Moving toward Church Multiplication Movements: 3 Reasons You Need Success Stories

Sharing success stories in the second aspect of a church multiplication movement.
Moving toward Church Multiplication Movements: 3 Reasons You Need Success Stories
Image: Courtesy of BabyBlue Anglican

Everyone loves stories. Stories strike a chord in the heart. They inspire the mind to see and dream. They can even draw others toward action. In order to be successful, a church multiplication movement needs stories that can do all three of those things.

Without action, an emotional and inspirational story will remain a feeble theory. Conversely, if one takes action without emotion and vision, one will lose momentum.

For a church multiplication movement to flourish within a network, denomination, or traditional, it needs five elements:

Today, I want to look at finding and sharing successful multiplication stories.

Touch hearts

A good story must have an emotional connection, which is why the Gospel is the greatest story ever told. All of humanity was condemned to die without hope by virtue of its sinful nature. Christ died in the place of guilt-ridden people. In one single act, He both endured the scorn and shame of mankind and paid their penalty for them. As guilty sinners, we come empty-handed as needy beggars and Christ fully adopts us into His family with all of the rights of heirs of God.

That's a story worth telling!

A good story must have an emotional draw, which is why the Gospel is the greatest story ever told.

A multiplication movement can also tell a story, for instance, about a community that lacked hope until a church planted into the heart of the city served its residents through hardship, trial, and tragedy. The church was there during a tragedy. When financial strain came upon a family after their father lost his job due to cancer, the church was there. As a result of the presence of the church, a revived and renewed sense of God's love returned to that small community and multiple stories of hope flowed out of that one church.

These are real moments, not contrived ones, that can be found every day—and they need to be told. We plant churches because of the lives that are changed. If you want a movement, you much find ways to tell those stories to other churches so that they can plant churches that plant churches...

The stories have to sincerely be filled with emotion and they have to inspire our minds.

Inspire people to multiplication

Before you can inspire people to multiplication, you have to have stories of multiplication. And, the problem I have often seen is that there are more legends of multiplication than movements of multiplication.

In other words, a Church Multiplication Movement will have to actually have some proof of concept before they can honestly ask others to join them. It will need stories that make us envision reaching a neighborhood or an ethnic demographic concentration, like the Slovak-American concentration in Pennsylvania or the Native American population in New Mexico.

Without action, an emotional and inspirational story will remain a feeble theory.

Telling stories of how this has already happened will lead more people to get involved. Describing how a church reached others—a proof of concept—is necessary before others will begin dreaming about replicating it in their own context.

So, as we have proto-movements already, where churches have sacrificed to plant churches that are making impacts, we tell those stories and inspire others to the same.

Move hands and feet

Once we celebrate and tell the stories that inspire and call for a different approach—a multiplication approach—people can be called to action. Proof of concept is part of that movement toward action, but it follows that they have to be called to that action. When people are being reached and lives are being changed, these stories inspire others to join in the movement.

This is where one of my favorite verses on the subject comes to mind. Hebrews 10:24 (in the KJV) says, "Provoke one another to love and good deeds." And, stories of actual multiplication can and will provoke others to those love and good deeds. Furthermore, when they come from your own network, denomination, or tradition, it provokes even more so.
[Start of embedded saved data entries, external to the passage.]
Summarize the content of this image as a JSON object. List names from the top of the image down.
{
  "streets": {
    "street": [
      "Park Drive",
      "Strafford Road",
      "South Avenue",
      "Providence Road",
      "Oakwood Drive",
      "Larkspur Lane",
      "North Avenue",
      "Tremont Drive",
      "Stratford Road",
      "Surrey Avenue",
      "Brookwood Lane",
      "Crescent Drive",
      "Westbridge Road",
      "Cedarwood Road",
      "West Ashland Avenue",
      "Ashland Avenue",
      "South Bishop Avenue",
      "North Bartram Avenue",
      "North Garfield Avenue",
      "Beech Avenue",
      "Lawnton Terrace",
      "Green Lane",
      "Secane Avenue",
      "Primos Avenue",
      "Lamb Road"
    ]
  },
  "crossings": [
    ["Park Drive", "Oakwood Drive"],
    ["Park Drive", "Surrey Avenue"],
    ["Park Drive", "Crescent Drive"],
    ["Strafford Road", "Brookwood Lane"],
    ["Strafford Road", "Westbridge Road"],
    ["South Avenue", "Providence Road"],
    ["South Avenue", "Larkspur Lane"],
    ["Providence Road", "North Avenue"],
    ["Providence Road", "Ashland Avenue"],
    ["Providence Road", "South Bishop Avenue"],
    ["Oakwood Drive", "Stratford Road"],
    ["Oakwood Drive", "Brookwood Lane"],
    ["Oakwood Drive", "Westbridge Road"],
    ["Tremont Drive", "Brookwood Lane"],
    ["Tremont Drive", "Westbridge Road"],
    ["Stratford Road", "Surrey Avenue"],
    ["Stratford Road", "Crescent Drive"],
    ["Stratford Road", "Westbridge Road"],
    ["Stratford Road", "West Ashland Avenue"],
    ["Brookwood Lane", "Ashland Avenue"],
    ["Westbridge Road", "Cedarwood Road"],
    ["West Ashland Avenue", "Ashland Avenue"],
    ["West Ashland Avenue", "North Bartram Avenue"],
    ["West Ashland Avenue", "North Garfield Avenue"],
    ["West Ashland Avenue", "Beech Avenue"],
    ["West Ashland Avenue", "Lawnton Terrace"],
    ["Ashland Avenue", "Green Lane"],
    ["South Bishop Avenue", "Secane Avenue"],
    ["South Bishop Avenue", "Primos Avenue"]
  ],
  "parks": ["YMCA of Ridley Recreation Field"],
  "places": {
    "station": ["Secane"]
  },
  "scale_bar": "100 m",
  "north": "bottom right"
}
The Anglicans are a good example. Let's face it, you don't think "church multiplication" when you think of Anglicans. Yet, that is what makes the story so compelling and challenging.
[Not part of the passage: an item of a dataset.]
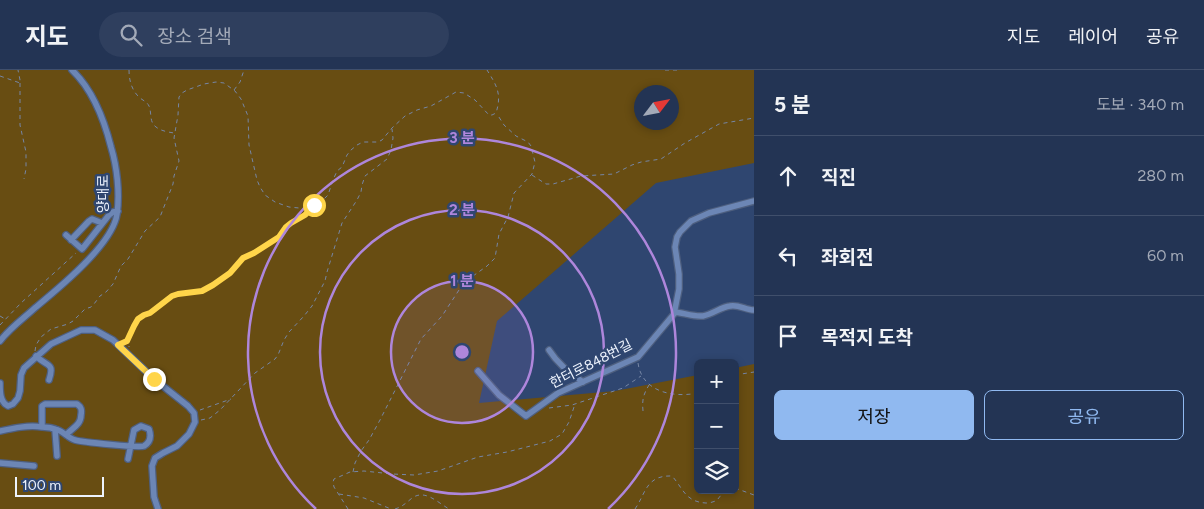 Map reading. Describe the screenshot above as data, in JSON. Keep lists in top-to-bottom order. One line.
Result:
{"streets":{"street":["양대로","한터로848번길"]},"scale_bar":"100 m","north":"top right","page":{"header":"지도","search":"장소 검색","nav":["지도","레이어","공유"],"heading":["5 분","도보 · 340 m"],"list":[["직진","280 m"],["좌회전","60 m"],"목적지 도착"],"map_buttons":["+","−"],"buttons":["저장","공유"],"scale":"100 m"},"rings":["3 분","2 분","1 분"]} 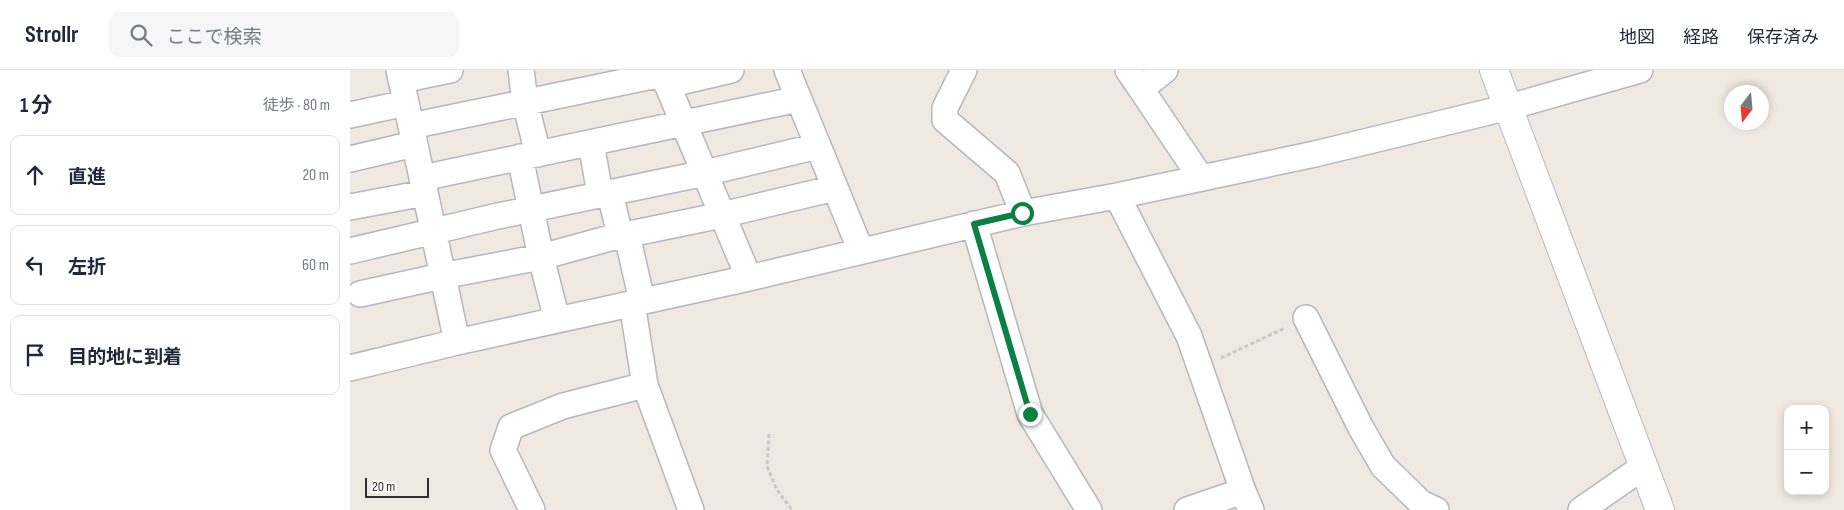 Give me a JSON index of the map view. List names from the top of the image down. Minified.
{"scale_bar":"20 m","north":"bottom","page":{"header":"Strollr","search":"ここで検索","nav":["地図","経路","保存済み"],"heading":["1 分","徒歩 · 80 m"],"list":[["直進","20 m"],["左折","60 m"],"目的地に到着"],"map_buttons":["+","−"],"scale":"20 m"}}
This summer, I will be preaching at Truro Anglican Church. It's an historic church. It's prestigious. It's everything you think about Anglicanism. And, it's planting churches—along with a lot of surprising Anglican church planting partners through the Anglican 1000.

It's simple—telling the stories of key leaders committed to church planting helps create a culture that draws other to church planting. That can lead to a Church Multiplication Movement (and, I think it would be not inconceivable that Anglicans would lead to such a movement).

The point is that you will need stories that originate from those in your tribe who are seeing great multiplication. We have a way of dismissing what others do because they represent a different tribe, denomination or even sub-group in a denomination. This is human nature, so you must counteract it with stories of multiplication that come from within your own family of churches.

When you have multiplication stories, you will naturally be inspired toward church planting action on your own.

Stories of success in a movement have a way of multiplying the momentum.

Stories generate a response

Stories of planting success in a movement have a way of multiplying the momentum.

So if a church is reminded by all God is doing in and through another church of the victory they have in Christ themselves, it could spur them on to successes in their own context.

Tell stories of success that stir the heart, inspire the mind, and move hands and feet toward action.